START Input

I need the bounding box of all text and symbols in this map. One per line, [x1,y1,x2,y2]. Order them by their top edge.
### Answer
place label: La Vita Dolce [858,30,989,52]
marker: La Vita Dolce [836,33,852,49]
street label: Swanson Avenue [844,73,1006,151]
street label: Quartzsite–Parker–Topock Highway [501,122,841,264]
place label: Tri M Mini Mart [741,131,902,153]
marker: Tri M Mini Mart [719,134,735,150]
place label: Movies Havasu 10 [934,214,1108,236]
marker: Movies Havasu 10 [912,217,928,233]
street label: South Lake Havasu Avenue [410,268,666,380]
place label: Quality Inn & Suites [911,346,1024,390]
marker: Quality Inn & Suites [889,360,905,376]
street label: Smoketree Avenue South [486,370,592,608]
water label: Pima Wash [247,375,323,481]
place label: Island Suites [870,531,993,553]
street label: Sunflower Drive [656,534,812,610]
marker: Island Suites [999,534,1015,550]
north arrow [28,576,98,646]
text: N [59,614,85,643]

END Input
START Input

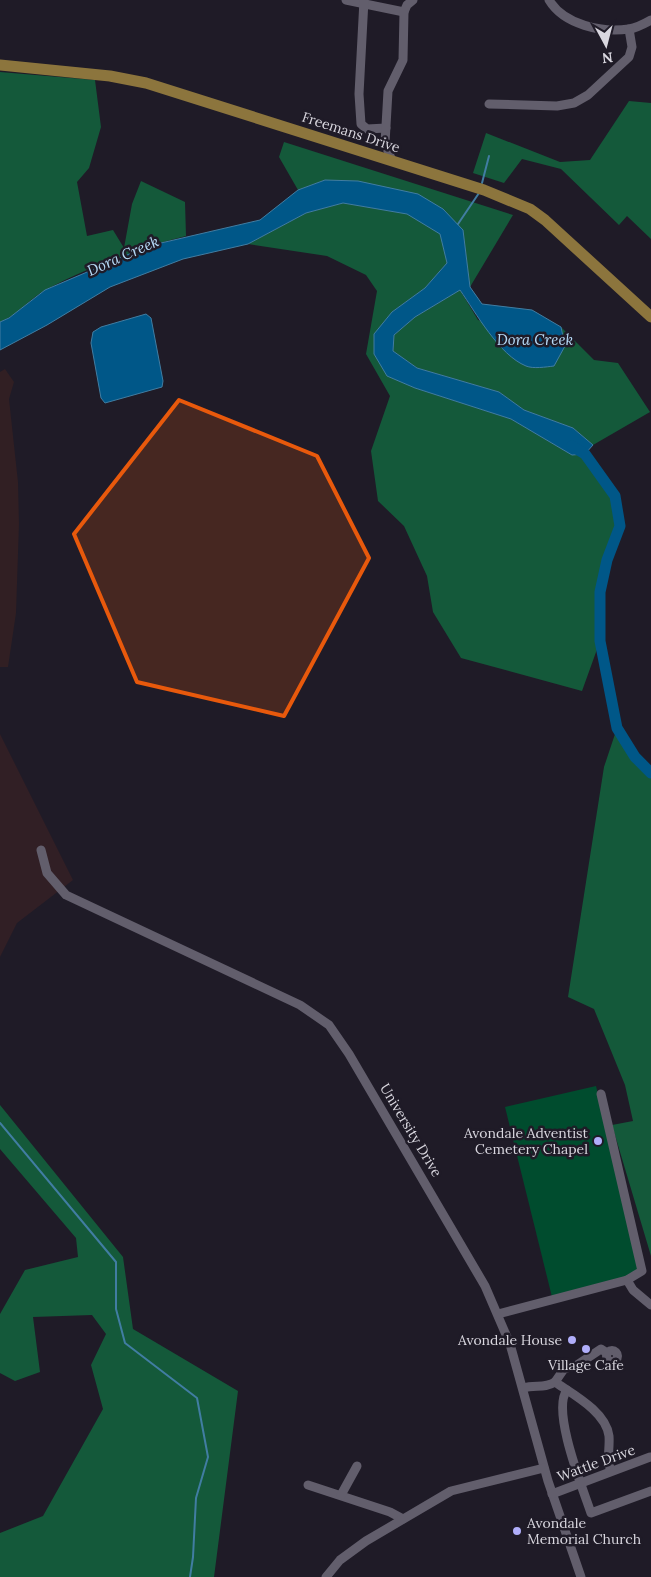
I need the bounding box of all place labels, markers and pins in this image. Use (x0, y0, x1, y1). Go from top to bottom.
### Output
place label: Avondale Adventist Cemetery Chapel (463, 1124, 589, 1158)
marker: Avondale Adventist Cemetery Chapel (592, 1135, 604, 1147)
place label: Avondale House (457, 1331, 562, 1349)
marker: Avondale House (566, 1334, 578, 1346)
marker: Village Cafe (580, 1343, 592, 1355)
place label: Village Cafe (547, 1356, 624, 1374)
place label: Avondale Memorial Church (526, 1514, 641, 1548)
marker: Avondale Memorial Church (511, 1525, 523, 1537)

END Input

* [What to do]: Only lines holding the word "need" are wanted; copy each one from the listing.

* [Expected answer]:
I need the bounding box of all text and symbols in this map. One per line, [x1,y1,x2,y2]. Order them by their top edge.
I need the bounding box of all place labels, markers and pins in this image. Use (x0, y0, x1, y1). Go from top to bottom.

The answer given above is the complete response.